What needs to be done: Copy each line of the listing where the word "halo" can be found.

*** Block opens ***

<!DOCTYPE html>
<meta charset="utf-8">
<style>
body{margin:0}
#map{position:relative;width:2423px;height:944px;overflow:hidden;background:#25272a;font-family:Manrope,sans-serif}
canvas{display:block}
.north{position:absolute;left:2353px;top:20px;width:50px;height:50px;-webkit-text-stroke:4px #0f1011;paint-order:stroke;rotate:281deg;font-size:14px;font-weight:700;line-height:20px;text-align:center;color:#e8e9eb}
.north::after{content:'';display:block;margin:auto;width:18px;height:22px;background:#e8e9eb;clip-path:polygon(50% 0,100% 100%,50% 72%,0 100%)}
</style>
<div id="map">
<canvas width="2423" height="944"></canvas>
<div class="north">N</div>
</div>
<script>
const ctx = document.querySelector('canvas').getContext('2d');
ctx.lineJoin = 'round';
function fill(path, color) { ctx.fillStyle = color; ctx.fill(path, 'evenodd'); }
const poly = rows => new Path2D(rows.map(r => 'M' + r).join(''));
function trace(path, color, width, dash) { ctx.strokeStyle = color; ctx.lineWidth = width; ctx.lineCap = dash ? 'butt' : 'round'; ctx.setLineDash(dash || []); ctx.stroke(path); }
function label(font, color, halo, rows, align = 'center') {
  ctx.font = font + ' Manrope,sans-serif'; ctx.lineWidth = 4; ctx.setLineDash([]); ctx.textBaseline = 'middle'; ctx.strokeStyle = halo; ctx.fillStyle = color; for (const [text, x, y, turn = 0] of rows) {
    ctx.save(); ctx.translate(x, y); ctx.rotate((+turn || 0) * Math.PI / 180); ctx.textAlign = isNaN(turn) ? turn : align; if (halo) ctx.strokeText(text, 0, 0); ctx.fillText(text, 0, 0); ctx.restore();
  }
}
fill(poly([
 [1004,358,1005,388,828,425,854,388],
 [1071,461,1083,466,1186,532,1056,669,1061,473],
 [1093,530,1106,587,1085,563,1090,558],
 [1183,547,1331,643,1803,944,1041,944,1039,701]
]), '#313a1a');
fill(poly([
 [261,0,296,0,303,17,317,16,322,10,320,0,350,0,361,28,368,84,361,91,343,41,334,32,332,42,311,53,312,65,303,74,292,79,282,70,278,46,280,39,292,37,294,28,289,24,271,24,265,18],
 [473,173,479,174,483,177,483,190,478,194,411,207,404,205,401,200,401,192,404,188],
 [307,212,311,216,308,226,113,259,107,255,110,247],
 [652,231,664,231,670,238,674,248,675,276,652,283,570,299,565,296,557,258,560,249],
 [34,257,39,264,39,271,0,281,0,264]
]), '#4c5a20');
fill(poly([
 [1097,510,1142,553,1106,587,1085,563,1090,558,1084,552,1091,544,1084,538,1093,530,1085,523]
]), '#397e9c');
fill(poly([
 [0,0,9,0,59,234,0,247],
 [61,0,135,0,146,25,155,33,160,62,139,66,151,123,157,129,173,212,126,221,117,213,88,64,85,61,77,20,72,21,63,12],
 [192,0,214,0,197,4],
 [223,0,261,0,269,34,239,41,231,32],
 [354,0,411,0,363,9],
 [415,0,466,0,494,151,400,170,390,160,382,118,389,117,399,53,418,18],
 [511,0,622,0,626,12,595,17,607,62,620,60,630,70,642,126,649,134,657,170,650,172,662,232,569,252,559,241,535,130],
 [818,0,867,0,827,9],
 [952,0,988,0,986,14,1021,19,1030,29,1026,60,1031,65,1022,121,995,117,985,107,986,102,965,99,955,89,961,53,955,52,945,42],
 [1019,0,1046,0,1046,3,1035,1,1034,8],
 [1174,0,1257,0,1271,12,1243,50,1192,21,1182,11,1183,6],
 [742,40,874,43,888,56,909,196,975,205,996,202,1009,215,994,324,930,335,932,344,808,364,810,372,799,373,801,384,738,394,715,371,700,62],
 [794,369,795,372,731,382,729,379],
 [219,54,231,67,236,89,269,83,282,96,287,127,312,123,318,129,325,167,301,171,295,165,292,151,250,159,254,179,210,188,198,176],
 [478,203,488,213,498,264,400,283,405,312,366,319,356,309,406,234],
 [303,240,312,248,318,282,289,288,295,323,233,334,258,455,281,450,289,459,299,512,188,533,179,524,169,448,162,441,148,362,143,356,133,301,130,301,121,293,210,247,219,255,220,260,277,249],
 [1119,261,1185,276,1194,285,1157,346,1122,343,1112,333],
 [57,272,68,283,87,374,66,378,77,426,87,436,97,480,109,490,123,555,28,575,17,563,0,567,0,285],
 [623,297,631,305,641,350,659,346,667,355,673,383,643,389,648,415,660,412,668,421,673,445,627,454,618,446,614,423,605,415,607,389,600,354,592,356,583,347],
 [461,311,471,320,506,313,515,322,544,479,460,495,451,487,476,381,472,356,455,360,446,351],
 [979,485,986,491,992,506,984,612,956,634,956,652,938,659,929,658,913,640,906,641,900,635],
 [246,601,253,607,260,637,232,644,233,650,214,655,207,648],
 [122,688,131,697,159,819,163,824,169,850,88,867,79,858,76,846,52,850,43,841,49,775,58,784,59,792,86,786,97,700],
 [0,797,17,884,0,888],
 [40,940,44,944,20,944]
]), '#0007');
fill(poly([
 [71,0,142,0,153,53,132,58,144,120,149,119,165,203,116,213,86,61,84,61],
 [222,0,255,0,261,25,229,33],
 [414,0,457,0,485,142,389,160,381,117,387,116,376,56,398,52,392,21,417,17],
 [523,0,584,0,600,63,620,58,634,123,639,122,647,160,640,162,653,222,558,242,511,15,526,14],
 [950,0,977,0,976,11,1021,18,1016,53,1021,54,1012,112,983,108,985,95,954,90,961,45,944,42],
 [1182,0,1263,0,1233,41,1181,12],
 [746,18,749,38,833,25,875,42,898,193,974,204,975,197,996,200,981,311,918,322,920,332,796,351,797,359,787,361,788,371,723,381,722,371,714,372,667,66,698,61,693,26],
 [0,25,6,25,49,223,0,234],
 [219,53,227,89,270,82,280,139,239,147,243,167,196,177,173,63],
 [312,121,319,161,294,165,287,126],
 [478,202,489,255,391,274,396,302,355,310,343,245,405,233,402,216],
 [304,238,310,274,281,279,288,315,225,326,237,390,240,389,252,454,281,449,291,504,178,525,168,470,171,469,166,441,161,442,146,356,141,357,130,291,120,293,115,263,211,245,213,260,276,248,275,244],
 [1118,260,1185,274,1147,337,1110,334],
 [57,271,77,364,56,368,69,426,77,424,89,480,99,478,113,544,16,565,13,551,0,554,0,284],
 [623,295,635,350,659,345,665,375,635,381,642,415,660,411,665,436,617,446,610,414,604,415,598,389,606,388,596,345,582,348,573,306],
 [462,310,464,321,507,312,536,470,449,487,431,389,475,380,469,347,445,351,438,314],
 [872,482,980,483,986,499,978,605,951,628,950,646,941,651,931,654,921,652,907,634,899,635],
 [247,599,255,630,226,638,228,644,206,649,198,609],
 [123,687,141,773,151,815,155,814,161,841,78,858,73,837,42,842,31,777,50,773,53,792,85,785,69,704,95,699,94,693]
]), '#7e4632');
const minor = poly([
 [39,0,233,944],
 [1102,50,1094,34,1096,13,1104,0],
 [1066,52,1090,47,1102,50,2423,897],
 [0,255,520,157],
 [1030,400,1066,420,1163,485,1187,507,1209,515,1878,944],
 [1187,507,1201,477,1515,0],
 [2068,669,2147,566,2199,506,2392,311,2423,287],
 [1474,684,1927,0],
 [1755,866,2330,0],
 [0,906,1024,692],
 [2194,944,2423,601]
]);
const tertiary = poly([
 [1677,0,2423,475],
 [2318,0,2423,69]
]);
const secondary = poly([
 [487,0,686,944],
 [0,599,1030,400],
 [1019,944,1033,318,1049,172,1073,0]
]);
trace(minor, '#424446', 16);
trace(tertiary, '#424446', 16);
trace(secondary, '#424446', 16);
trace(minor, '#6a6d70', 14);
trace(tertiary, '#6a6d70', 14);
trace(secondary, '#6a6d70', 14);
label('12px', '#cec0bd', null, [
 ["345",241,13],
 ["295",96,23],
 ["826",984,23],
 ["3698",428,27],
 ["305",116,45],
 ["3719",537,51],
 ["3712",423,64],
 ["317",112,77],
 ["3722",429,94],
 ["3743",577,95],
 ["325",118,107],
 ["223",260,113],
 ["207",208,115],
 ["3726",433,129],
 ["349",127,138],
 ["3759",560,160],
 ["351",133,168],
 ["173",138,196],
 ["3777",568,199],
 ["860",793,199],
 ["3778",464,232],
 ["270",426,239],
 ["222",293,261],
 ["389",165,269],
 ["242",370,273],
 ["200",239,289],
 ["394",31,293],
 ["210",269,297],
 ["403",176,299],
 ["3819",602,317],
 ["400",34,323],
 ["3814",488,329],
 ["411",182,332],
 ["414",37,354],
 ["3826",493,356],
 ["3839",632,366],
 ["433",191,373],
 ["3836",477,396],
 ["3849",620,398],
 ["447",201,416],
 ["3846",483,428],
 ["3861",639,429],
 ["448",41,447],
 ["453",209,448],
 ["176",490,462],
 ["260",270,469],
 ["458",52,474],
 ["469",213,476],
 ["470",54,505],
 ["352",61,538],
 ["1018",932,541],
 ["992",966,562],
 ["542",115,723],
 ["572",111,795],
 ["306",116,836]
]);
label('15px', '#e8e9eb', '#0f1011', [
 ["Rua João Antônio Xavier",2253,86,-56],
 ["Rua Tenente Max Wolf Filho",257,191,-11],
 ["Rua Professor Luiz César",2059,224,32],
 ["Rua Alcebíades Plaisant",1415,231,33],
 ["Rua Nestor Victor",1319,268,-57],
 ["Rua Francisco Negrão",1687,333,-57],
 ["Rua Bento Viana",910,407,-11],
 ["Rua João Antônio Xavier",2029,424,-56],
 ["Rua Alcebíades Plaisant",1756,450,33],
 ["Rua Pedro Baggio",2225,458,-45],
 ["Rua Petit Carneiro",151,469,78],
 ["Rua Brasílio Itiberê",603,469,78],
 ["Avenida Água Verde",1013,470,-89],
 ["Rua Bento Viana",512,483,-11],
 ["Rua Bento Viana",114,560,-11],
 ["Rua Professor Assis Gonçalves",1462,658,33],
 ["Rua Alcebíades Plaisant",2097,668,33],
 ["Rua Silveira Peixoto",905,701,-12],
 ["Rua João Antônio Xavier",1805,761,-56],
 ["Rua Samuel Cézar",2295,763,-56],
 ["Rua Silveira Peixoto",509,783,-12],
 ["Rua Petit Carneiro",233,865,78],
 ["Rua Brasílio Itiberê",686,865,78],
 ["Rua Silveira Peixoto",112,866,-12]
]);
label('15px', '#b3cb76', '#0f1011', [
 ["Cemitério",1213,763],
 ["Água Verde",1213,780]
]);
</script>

*** Block closes ***

Your solution:
function label(font, color, halo, rows, align = 'center') {
  ctx.font = font + ' Manrope,sans-serif'; ctx.lineWidth = 4; ctx.setLineDash([]); ctx.textBaseline = 'middle'; ctx.strokeStyle = halo; ctx.fillStyle = color; for (const [text, x, y, turn = 0] of rows) {
    ctx.save(); ctx.translate(x, y); ctx.rotate((+turn || 0) * Math.PI / 180); ctx.textAlign = isNaN(turn) ? turn : align; if (halo) ctx.strokeText(text, 0, 0); ctx.fillText(text, 0, 0); ctx.restore();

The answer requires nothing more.